Obviously, these are very important features of the Chinese system, but they are also general statements, more philosophical or scientific than useful in helping us to understand the workings of this Chinese system. Questions such as how autonomous the autonomous areas in China are, what mechanisms have been instituted for solving disputes among the ethnic groups and between the central government and the autonomous areas and, most fundamentally, what are the basis for practicing such autonomy, will have to be asked in order to get a clear understanding of this system.

I. THE REGULATORY FRAMEWORK

Regional autonomy for ethnic minorities in China is regulated by three types of normative instruments: the PRC constitution, the Ethnic Regional Autonomy Law and other relevant laws, and the party/state policies.

Constitutional provisions for autonomy

The Chinese constitutional system, modeled on written constitutions of the major countries of the world, with the National People's Congress (NPC) concurrently being the supreme power organ and the legislature, is quite sensitive to state sovereignty and the central power. The PRC has had four formal constitutions (1954, 1975, 1978 and 1982) and a provisional constitutional document called Common Program (1949). The 1982 constitution, which is currently in force, has been amended four times, in April 1988, March 1993, March1999, and March 2004 respectively, to reflect the changing circumstances since the economic reforms started. These constitutions, unlike their counterparts in liberal societies, serve as the programs of the party/state for ideological guidance and as political documents that reflect government policies.

The current constitution, however, has extensive provisions with regard to the regional autonomy for ethnic minorities. For instance, Article 4 of the PRC Constitution provided that regional autonomy is practiced in areas where people of minority nationalities live in compact communities, and that in these areas organs of self- government are established for the exercise of the right of autonomy. It also provides that all the national autonomous areas are inalienable parts of the People's Republic of China. The people of all nationalities have the freedom to use and develop their own spoken and written languages, and to preserve or reform their own ways and customs. Article 115 of the PRC Constitution provides that the organs of self-government of autonomous regions, prefectures and counties exercise the functions and powers of local organs of state as specified in the PRC Constitution. At the same time, they exercise the right of autonomy within the limits of their authority as prescribed by the PRC Constitution, the Ethnic Regional Autonomy Law and other laws, and implement the laws and policies of the state in the light of the existing local situation.

The Ethnic Regional Autonomy Law

The 1984 Ethnic Regional Autonomy Law, the first formal law of the PRC systematically regulating ethnic affairs, was based on the 1982 PRC constitution and the party/state policy on ethnic affairs. Although work on ethnic affairs has always been high on the party/state's political agenda, with the exception during the Cultural Revolution, such affairs were traditionally handled by policy, rather than law. As early as in the 1930s the idea of ethnic regional autonomy, which was first legitimized by early constitutions of the Nationalist Government at the beginning of the 20th century, was already practiced by the CCP in some areas under its control.
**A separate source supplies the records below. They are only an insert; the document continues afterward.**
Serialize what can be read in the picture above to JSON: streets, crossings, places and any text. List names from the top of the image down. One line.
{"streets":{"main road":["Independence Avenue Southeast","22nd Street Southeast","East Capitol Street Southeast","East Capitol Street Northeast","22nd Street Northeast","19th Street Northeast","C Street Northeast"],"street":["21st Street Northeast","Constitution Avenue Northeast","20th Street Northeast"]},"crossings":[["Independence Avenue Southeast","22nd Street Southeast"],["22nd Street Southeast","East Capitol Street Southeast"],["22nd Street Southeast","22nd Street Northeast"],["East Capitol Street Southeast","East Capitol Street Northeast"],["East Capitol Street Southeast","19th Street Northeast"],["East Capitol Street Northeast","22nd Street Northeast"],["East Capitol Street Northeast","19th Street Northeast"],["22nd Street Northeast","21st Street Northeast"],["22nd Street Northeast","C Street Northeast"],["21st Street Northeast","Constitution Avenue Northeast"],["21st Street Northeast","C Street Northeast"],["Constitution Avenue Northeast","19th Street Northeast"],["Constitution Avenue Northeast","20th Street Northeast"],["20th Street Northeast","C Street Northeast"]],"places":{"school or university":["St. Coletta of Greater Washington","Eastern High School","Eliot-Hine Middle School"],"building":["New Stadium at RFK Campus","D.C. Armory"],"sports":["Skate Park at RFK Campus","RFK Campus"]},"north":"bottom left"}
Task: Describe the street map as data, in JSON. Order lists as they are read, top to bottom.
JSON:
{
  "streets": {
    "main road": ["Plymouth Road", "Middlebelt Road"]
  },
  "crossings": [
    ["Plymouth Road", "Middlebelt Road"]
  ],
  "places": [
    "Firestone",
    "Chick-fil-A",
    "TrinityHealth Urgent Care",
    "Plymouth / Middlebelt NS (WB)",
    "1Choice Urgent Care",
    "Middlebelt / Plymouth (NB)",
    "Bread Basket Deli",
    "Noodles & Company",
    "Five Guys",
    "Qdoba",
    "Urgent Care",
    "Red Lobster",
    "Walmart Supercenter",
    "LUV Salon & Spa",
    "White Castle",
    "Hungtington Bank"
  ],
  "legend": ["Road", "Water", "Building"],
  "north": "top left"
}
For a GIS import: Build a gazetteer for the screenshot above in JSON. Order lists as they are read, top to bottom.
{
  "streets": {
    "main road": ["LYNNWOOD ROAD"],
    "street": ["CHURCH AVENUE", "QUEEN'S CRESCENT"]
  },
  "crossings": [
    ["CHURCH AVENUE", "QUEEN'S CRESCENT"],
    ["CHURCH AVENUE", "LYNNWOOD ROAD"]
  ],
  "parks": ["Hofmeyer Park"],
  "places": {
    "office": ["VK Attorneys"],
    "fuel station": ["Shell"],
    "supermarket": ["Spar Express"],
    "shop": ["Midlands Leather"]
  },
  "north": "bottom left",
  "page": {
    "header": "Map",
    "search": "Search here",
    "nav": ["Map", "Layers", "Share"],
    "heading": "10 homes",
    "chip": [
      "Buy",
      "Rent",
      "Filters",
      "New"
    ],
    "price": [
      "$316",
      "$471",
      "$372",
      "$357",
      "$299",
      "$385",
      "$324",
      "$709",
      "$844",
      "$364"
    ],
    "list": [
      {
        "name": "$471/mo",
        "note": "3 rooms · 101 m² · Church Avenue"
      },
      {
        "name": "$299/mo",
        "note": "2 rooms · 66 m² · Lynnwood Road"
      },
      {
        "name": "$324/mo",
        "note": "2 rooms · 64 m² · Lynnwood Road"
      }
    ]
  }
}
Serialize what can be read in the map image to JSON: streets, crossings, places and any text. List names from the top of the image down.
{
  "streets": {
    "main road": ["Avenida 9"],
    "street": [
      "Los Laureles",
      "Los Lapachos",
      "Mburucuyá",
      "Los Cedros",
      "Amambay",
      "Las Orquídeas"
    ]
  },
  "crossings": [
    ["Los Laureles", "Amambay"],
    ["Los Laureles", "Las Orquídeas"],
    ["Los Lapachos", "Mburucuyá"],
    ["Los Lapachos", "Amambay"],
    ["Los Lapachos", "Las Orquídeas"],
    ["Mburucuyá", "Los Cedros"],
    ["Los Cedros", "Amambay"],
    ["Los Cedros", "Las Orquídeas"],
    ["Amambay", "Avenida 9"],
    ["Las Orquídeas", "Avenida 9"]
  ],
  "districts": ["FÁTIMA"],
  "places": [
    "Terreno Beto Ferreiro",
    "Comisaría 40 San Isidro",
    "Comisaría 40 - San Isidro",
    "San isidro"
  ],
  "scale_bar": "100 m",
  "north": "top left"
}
Later in the 1940s autonomous governments were set up in liberated areas of Shaanxi province. It was not until 1984, however, that the first such law was enacted under the auspices of the late leader Deng Xiaoping. Having been in force for more than16 years, it was tabled for revision at the 19th Session of the NPC Standing Committee in October 2000, but the revisions proposed were not considered ready until the 20th Session held in February 2001.The Ethnic Regional Autonomy Law as a basic law, a mini-constitution, for ethnic minority regions is meant to provide legal basis for the political structure and economic development in such regions.

The revised Ethnic Regional Autonomy Law deleted provisions pertaining to the command economy and has added provisions encouraging development of non-state owned economies and market economy. It also has added provisions concerning preferential treatment for ethnic minorities in the fields of investment, financial policy and employment. It also provided for compensation for exploitation of natural resources of the autonomous regions by the state, exemption of funds to match the funds allocated by the state to help the autonomous regions and greater freedom for the autonomous regions to engage in trade with foreign countries.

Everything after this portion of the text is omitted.